Monday, March 19, 2007

Last Year's Best Magazine Article Tells Story
Of How the Bush White House Really Works


As the Bush White House's serial disasters--from missing WMDs to the botched Katrina response to the Scooter Libby trial and then the fired U.S. Attorneys--begin to pile onto one another in accelerating fashion, it's getting hard to digest one disaster before the next one hits. They all have much in common, of course. At the bottom of them all is a blatant disregard for the rule of law and a basic inability to tell the truth. And at the bottom of all of that is a man named David Addington, who may be the purest expression of the heart of darkness at the center of the Cheney-Bush White House.

Last July, Jane Mayer of the New Yorker magazine published an eye-opening profile
of this lawyer who serves as Dick Cheney's chief of staff and longtime principal legal advisor, a man so secretive and ruthlessly effective that he has been dubbed "Cheney's Cheney." It gets my vote for the best magazine piece published in the U.S. in 2006.

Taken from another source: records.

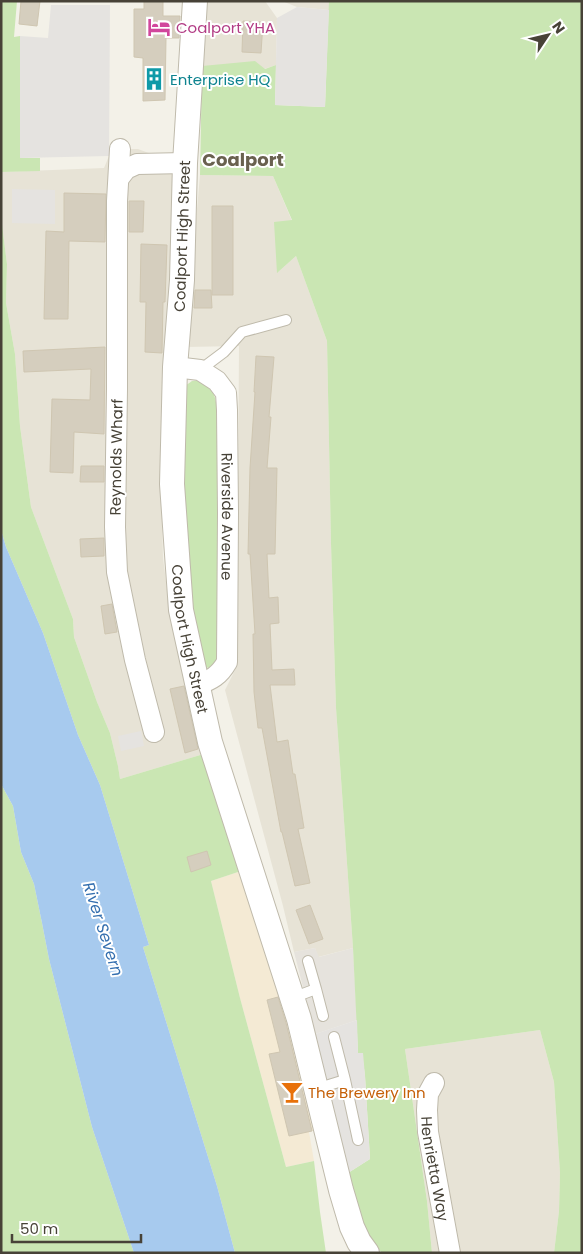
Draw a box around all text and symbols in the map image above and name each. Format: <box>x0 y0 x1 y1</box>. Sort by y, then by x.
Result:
north arrow <box>523 10 573 60</box>
hotel icon: Coalport YHA <box>146 14 172 40</box>
place label: Coalport YHA <box>176 17 275 38</box>
text: N <box>547 17 570 38</box>
building icon: Enterprise HQ <box>141 66 167 92</box>
place label: Enterprise HQ <box>170 69 271 90</box>
district label: Coalport <box>202 147 284 172</box>
street label: Coalport High Street <box>169 160 195 312</box>
street label: Reynolds Wharf <box>104 398 128 516</box>
street label: Riverside Avenue <box>217 453 239 580</box>
street label: Coalport High Street <box>167 564 214 716</box>
water label: River Severn <box>77 879 129 979</box>
bar icon: The Brewery Inn <box>279 1079 305 1105</box>
place label: The Brewery Inn <box>308 1082 426 1103</box>
street label: Henrietta Way <box>417 1116 455 1224</box>
scale bar <box>12 1212 141 1244</box>
text: 50 m <box>20 1218 58 1239</box>

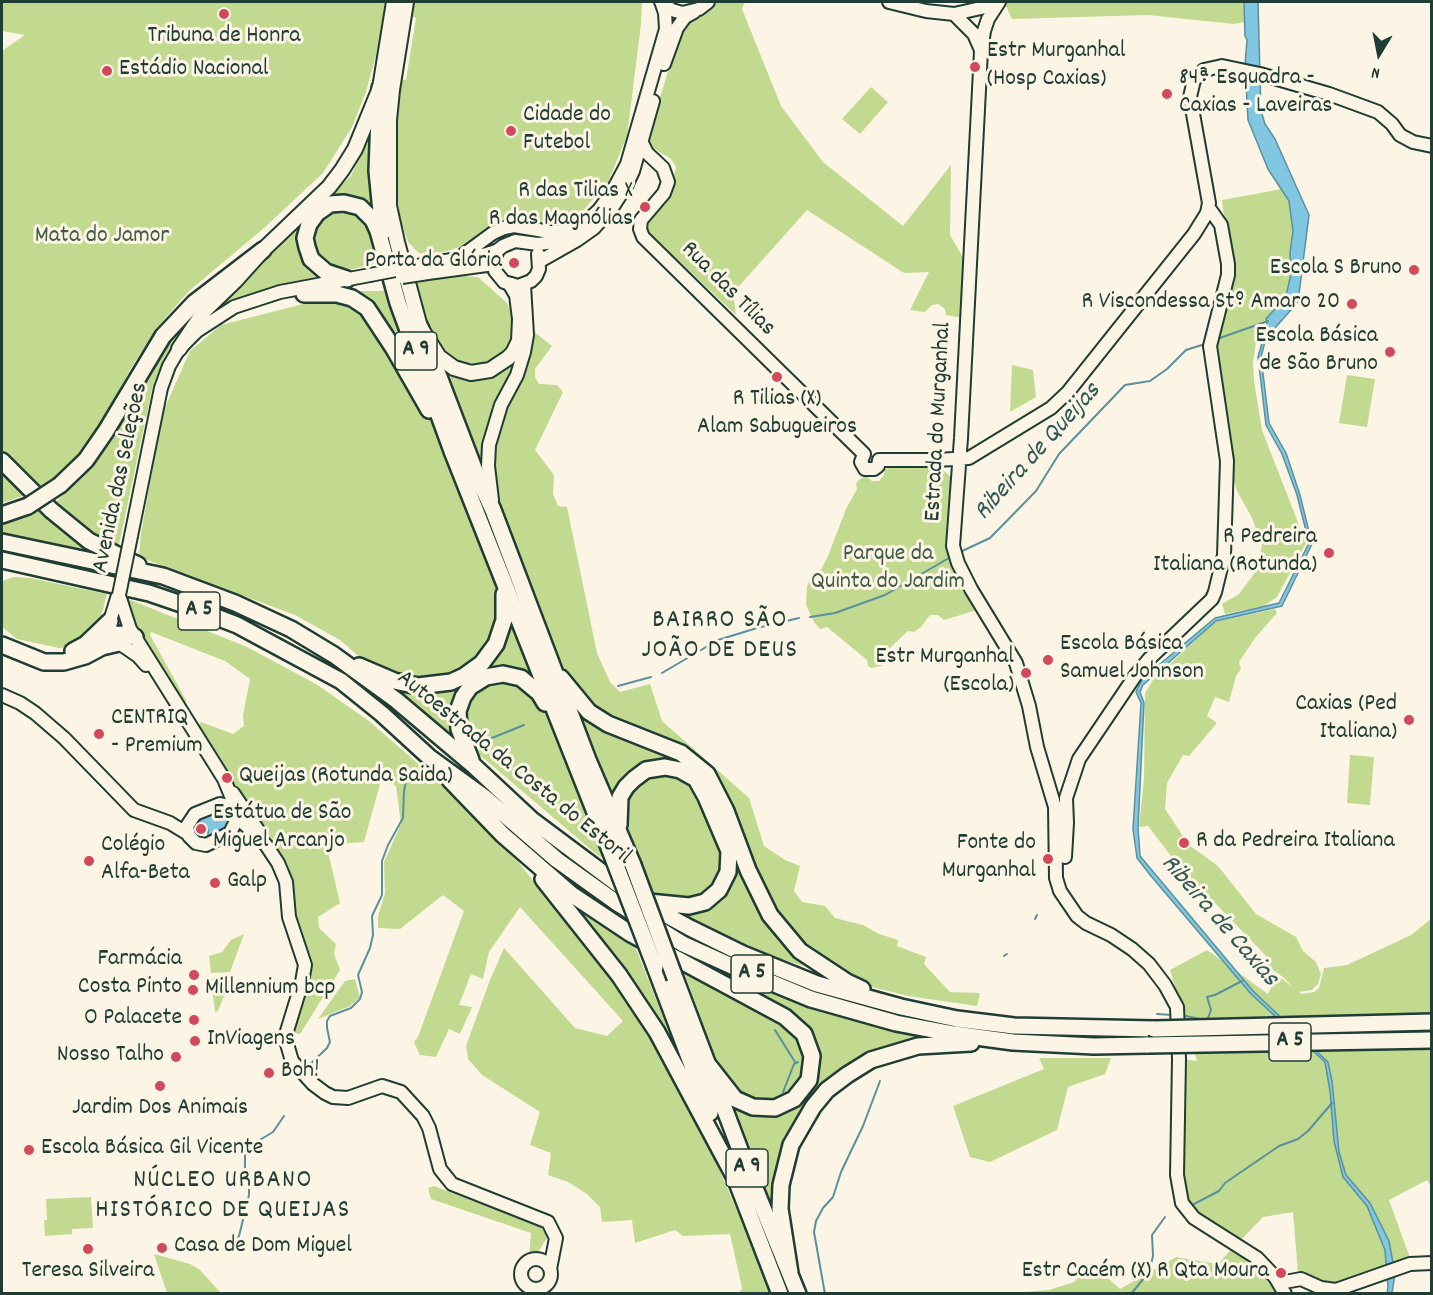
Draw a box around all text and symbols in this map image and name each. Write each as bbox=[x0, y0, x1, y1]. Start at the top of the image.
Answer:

Mayer is a remarkable writer and equally remarkable investigative reporter. Formerly with the Wall Street Journal, in the mid-'90s she teamed with then-fellow-WSJ reporter Jill Abramson (now managing editor of the New York Times) to write a devastating book, Strange Justice: The Selling of Clarence Thomas, that told the real story behind Thomas' shameful Senate nomination hearings. Piercing the elder Bush's smokescreens was no doubt good training for untangling his son's far more serious brand of lawlessness.

Beginning his career in the general counsel's office of the CIA, Addington later became a special assistant and then general counsel of the Pentagon during Dick Cheney's term as secretary of defense, under the elder Bush. But even earlier, during the Reagan presidency, Addington was a rabid true believer. Mayer writes that "his sentiment about congressional overseers was best captured during a hearing about covert actions in Central America, when he responded to tough questioning by muttering the word 'assholes.'" She goes on to describe how he became the chief legal architect behind several of the most lawless features of the Bush II White House, including the president's executive order erecting secret military commissions and the raft of signing statements accompanying new legislation (which have tended to absurdly suggest that the White House disputes the clear intent of the legislation's language)
. He's even said to be the originator of then-White-House-Counsel Alberto Gonzales's infamous declaration that the Geneva Conventions are "quaint" and thus non-binding on the U.S. as it went about erecting its own answer to the infamous string of Soviet-era prisons for secretly detaining terror suspects.

And the point of all of these actions? Mayer concludes that along with his patron Dick Cheney, Addington (who is pictured in an illustration gleefully putting a copy of the U.S. Constitution through an office shredder) is fighting for post-Watergate restoration of presidential power. And if you have to shred the Constitution to do it, well, that's just a small price to pay.

2 Comments:

At 11:41 AM, Anonymous Anonymous said...

try this link:

http://www.truthout.org/cgi-bin/artman/exec/view.cgi/62/20925

 
At 11:51 AM, Blogger John Ettorre said...

Hey, a big thank you for finding that. I've been saving this link from the magazine itself to add, only to find it's recently been rendered inoperable due to the revamping of the site. I should have known someone else would have posted the entire article. In any case, thanks for your help.